Task to complete: Only the lines containing "font" should appear in the answer, copied from the listing below.

┄┄┄┄┄┄

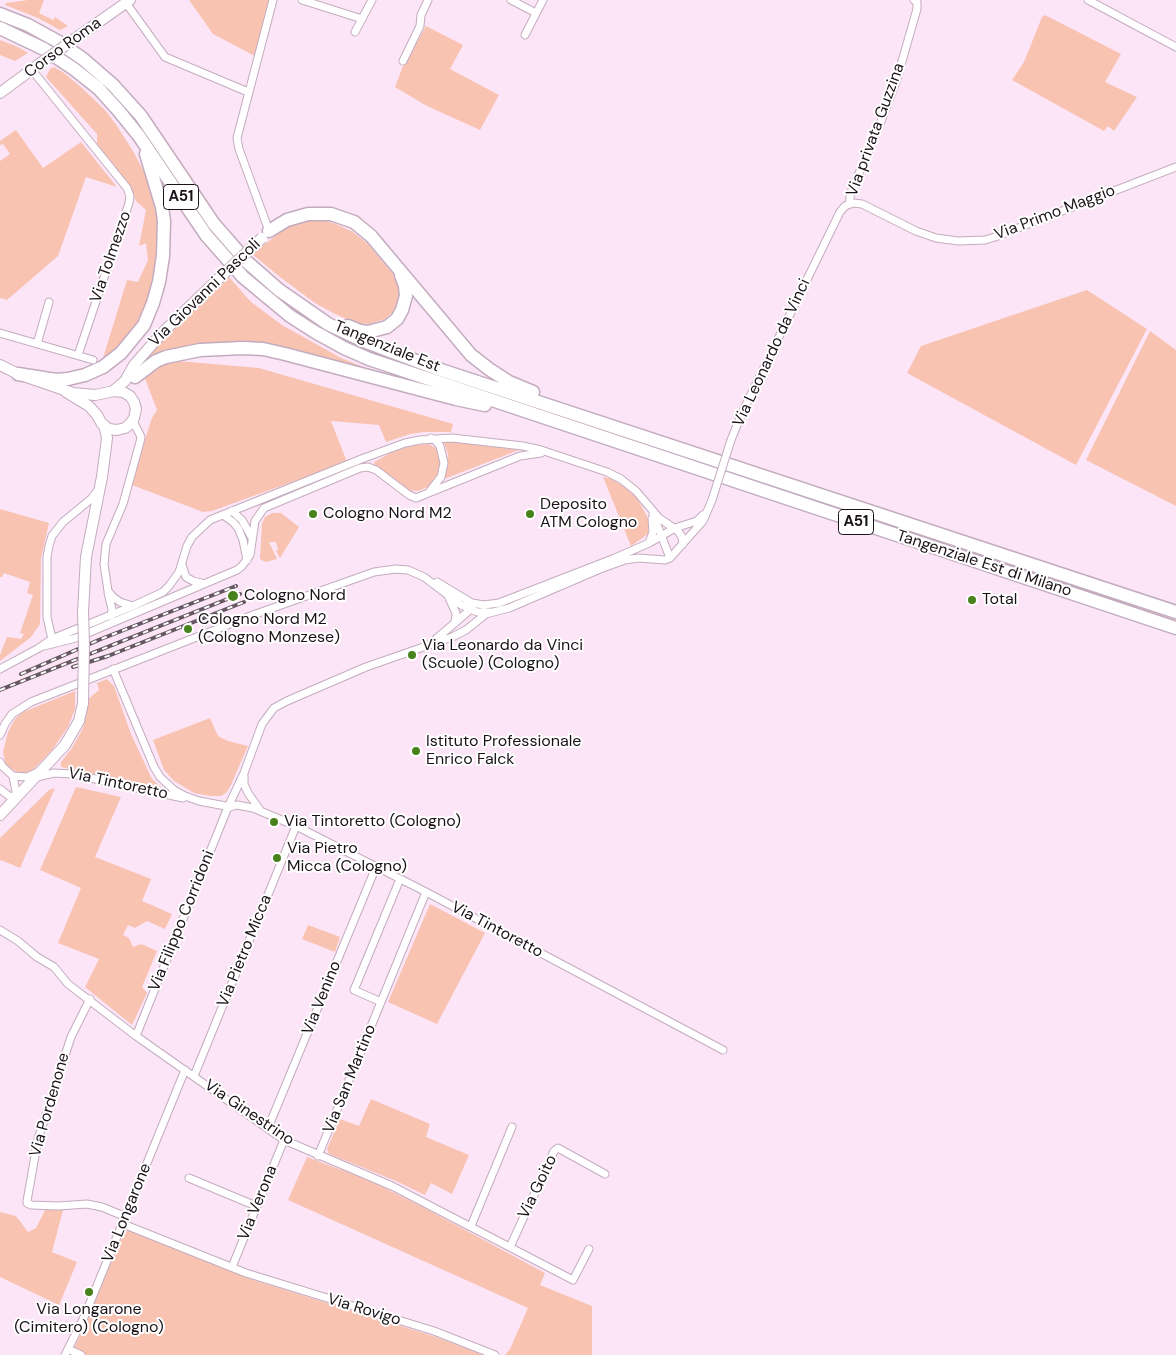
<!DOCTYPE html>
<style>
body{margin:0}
canvas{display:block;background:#fde5f8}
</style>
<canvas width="1176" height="1355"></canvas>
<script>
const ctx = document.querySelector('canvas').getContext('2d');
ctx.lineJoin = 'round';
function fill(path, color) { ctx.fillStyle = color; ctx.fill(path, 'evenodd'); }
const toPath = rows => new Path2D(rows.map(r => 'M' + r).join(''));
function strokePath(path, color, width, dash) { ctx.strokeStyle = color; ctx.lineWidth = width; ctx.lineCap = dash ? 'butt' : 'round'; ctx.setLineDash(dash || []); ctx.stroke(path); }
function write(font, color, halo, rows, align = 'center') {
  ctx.font = font + ' "DM Sans",sans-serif'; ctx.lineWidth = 4; ctx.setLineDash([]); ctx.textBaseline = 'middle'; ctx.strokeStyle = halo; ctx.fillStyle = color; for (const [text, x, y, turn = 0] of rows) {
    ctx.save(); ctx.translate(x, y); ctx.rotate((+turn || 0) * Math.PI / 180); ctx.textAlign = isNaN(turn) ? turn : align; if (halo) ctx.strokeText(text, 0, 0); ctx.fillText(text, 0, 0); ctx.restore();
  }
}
fill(toPath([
 [28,0,44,0,39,13,53,20,55,17,68,26,60,30,38,18,5,5,6,3],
 [189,0,271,0,255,56,213,34],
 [1045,15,1121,54,1105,82,1137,97,1114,131,1108,126,1104,131,1012,80,1024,62,1042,17],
 [426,26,463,45,450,69,499,95,480,130,427,106,395,87,403,66],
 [0,40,18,47,28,53,15,61,0,55],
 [54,67,64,73,82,88,106,111,117,126,133,151,151,185,158,214,160,263,143,317,117,349,103,358,127,280,138,282,148,260,146,243,139,246,146,210,136,201,128,184,97,144,97,134,46,77,50,69],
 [16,130,43,168,81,142,117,187,86,177,58,256,7,300,0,298,0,161,10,154,3,144,0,145,0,141],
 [323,220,336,224,353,232,367,243,399,281,401,285,400,298,392,313,385,319,369,324,356,323,333,313,315,303,280,277,252,254,282,231,293,225,301,221],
 [229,277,251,302,282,325,341,358,369,369,338,364,266,344,241,342,206,344,177,348,164,351,148,359,146,358,166,334],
 [1087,290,1147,329,1076,465,907,373,921,346],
 [1150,331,1176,350,1176,506,1086,460],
 [178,361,259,368,453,424,451,432,424,432,410,434,386,442,379,425,331,421,347,462,212,511,203,512,132,485,146,436,152,418,157,410,144,376,156,367,167,362],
 [443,440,519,450,444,479,448,454],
 [429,444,437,449,441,464,437,475,428,487,418,491,406,490,376,467,374,462,394,451,415,445],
 [603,477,612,479,624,487,637,498,648,518,648,534,631,546],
 [0,509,49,523,41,559,40,624,31,637,0,661,0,655,7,637,21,639,24,634,20,633,33,595,27,593,30,582,4,573,2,577,0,577],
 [272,513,281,513,299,527,280,558,276,551,278,550,276,542,269,542,277,559,266,562,261,560,260,557,262,524,265,517],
 [107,679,114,686,131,734,152,779,163,789,61,767,61,762,72,748,83,728,87,713,87,700,99,690,97,683],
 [75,691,75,709,68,727,52,750,31,772,19,773,6,766,3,752,8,732,15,719,23,712],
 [210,718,218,736,228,741,248,746,231,785,227,792,221,796,210,796,194,793,174,781,164,770,153,740],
 [76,787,121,797,95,857,151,879,142,901,172,914,165,929,147,921,135,928,128,925,123,935,129,938,133,947,141,944,157,951,142,987,147,993,132,1025,85,987,99,959,58,943,81,888,40,870],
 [55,788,20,868,1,860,0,861,0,838,49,790],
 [430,904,485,933,437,1024,388,1002],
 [308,925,340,937,335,952,302,939],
 [371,1099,430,1124,426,1137,469,1155,452,1194,431,1183,425,1195,396,1181,329,1154,327,1149,340,1119,359,1126],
 [307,1157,366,1179,417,1204,545,1273,540,1285,592,1306,592,1355,505,1355,510,1349,528,1308,288,1200],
 [45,1210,63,1210,52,1252,77,1262,59,1305,0,1277,0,1212,16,1216,28,1232,36,1228],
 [125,1229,250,1279,433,1336,484,1355,71,1355,88,1318]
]), '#f9c3b2');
const street = toPath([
 [302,0,362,19],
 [511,0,536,13],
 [1088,0,1176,47],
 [126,3,165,57,248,92],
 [355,32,372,0],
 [525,35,543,0],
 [403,61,420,26,421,15,428,0],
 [32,70,127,188,130,196,129,203,78,355],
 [849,204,851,192,880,124,896,82,917,9,917,2,914,0],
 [269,231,239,149,237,138,273,0],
 [0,333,93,360],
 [37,344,49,302],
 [731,440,742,413,794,306,840,212,845,206,853,203,862,204,916,231,936,238,958,241,985,240,995,237,1176,167],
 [430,491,441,477,444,463,440,446,435,440,431,438],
 [232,511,242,520,252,538],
 [653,514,670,558],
 [223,515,233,522,238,528,243,540,247,560],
 [649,543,653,532,652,519],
 [182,565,186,577,193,581,201,583],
 [437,582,472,603,484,605,499,603,615,558,649,543,675,528,697,521,703,515],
 [108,593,112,609,111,616],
 [449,598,456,613,455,623],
 [133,606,120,602,113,597,108,591,104,564,106,544,123,504,140,442,141,437,134,423,134,418],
 [436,639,471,609],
 [56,641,52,639,47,617,47,557,49,546,52,536,63,522,91,499,98,490],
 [44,646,76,638,237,570,242,566,250,555,255,521,264,508,360,468,368,467,376,470,409,495,416,498,520,456,541,453],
 [0,669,39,648,52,639,133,606,163,592,169,586,179,572,187,546,192,537,210,520,364,458,405,443,420,440,452,438,523,446,541,450,607,472,621,479,636,491,659,518,678,531,682,537,683,544],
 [113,669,154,767,160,777,174,790,185,796,199,801,231,807],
 [0,735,5,724,12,714,31,702,253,615,374,572,396,569,408,570,424,577,461,605,477,612,490,612],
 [0,762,3,767,13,776,27,777,38,772],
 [244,776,244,784,248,793,260,810],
 [37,777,54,773,72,774,183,798],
 [0,789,9,796,17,797,13,776],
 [228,807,237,805,253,808,296,826,426,892,723,1050],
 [0,930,18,941,37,957,54,967,68,984,136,1036,284,1140,392,1186,573,1280,589,1249],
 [90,999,71,1037,38,1139,27,1201,27,1203,31,1205,58,1206,87,1204,102,1207,126,1217],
 [381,1002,354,990,400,879],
 [136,1036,228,807,244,773,262,724,274,708,287,701,366,667,452,637,466,630,486,614,509,608,600,569,625,560,638,558,665,560,670,558,703,521,712,500],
 [194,1076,296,826],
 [268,1128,376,867],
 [318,1156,426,892],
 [189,1178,256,1206],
 [123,1224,246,1273,434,1331,495,1355],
 [471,1226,512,1127],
 [510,1247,554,1151,558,1148,605,1174],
 [232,1267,284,1140],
 [68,1349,81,1355],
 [65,1355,85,1315,185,1070]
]);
const secondary = toPath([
 [76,38,130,0],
 [0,93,38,65],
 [0,365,18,374,73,393,95,395,114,391,123,392,130,396,134,402,136,409,134,418,130,424,125,428,117,430,109,429,102,424,97,415,89,406,66,392],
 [113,391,125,381,134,365,163,332,215,282],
 [83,612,86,557,102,477,107,438,104,425],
 [0,815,65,745,79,721,83,703]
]);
const highway = toPath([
 [0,14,28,25,57,41,83,59,113,85,141,116,214,224,228,240,247,262,279,290,328,324,366,342,435,368,1176,612],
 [0,28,44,49,74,69,98,88,118,110,139,136,206,235,243,277,290,316,315,332,344,348,369,359,1176,628],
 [269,231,287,220,308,214,331,214,354,222,371,236,471,355,489,369,509,382,533,392],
 [348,326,360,331,368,332,387,327,397,319,402,310,406,296,405,286,401,275],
 [18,374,56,380,68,379,85,375,103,367,121,353,144,325,153,303,159,282,163,256,164,221,162,207,146,154],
 [135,377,156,361,166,357,200,350,243,348,263,349,285,354,456,399,485,405]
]);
strokePath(street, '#c3acbf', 9);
strokePath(secondary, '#c3acbf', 12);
strokePath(highway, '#c3acbf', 15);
strokePath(street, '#fff', 7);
strokePath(secondary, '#fff', 10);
strokePath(highway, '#fff', 12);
const rail = toPath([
 [73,667,108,656,244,602],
 [21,674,101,639,236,586],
 [0,690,240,594]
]);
strokePath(rail, '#655862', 4);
strokePath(rail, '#fff', 2, [5.5]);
const streetBridge = toPath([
 [712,500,731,440]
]);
const secondaryBridge = toPath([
 [38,65,76,38],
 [215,282,262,238],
 [83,703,84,644,83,612]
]);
strokePath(streetBridge, '#c3acbf', 9, []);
strokePath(secondaryBridge, '#c3acbf', 12, []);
strokePath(streetBridge, '#fff', 7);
strokePath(secondaryBridge, '#fff', 10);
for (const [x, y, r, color] of [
 [313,514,5,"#48821d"],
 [530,514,5,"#48821d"],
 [233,596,6,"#48821d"],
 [972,600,5,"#48821d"],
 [188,629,5,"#48821d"],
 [412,655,5,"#48821d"],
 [416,751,5,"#48821d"],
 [274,822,5,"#48821d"],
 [277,858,5,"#48821d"],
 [89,1292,5,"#48821d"]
]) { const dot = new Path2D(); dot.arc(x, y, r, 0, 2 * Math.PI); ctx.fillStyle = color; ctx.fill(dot); strokePath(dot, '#fff', 2); }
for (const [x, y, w] of [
 [181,197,35],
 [856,522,35]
]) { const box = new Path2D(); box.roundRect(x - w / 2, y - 12.5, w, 25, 4); ctx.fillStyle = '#fff'; ctx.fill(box); strokePath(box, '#1a1218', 1); }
write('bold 15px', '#1a1218', null, [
 ["A51",181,197],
 ["A51",856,522]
]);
write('16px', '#1a1218', '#fff', [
 ["Corso Roma",63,48,-36],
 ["Via privata Guzzina",876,130,-70],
 ["Via Primo Maggio",1055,213,-21],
 ["Via Tolmezzo",111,257,-71],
 ["Via Giovanni Pascoli",205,293,-44],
 ["Tangenziale Est",387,347,22],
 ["Via Leonardo da Vinci",772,353,-65],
 ["Tangenziale Est di Milano",984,564,18],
 ["Via Tintoretto",118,784,12],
 ["Via Filippo Corridoni",182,921,-68],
 ["Via Tintoretto",497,930,28],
 ["Via Pietro Micca",245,951,-68],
 ["Via Venino",322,998,-68],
 ["Via San Martino",350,1079,-68],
 ["Via Pordenone",50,1105,-74],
 ["Via Ginestrino",249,1113,34],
 ["Via Goito",538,1187,-64],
 ["Via Verona",258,1203,-68],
 ["Via Longarone",127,1213,-68],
 ["Via Rovigo",364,1310,17]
]);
write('16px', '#1a1218', '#fff', [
 ["Deposito",540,505],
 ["ATM Cologno",540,523],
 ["Cologno Nord M2",323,514],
 ["Cologno Nord",244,596],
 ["Total",982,600],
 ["Cologno Nord M2",198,620],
 ["(Cologno Monzese)",198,638],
 ["Via Leonardo da Vinci",422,646],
 ["(Scuole) (Cologno)",422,664],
 ["Istituto Professionale",426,742],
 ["Enrico Falck",426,760],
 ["Via Tintoretto (Cologno)",284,822],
 ["Via Pietro",287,849],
 ["Micca (Cologno)",287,867],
 ["Via Longarone",89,1310,"center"],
 ["(Cimitero) (Cologno)",89,1328,"center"]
], 'left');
</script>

┄┄┄┄┄┄

Exercise output:
function write(font, color, halo, rows, align = 'center') {
  ctx.font = font + ' "DM Sans",sans-serif'; ctx.lineWidth = 4; ctx.setLineDash([]); ctx.textBaseline = 'middle'; ctx.strokeStyle = halo; ctx.fillStyle = color; for (const [text, x, y, turn = 0] of rows) {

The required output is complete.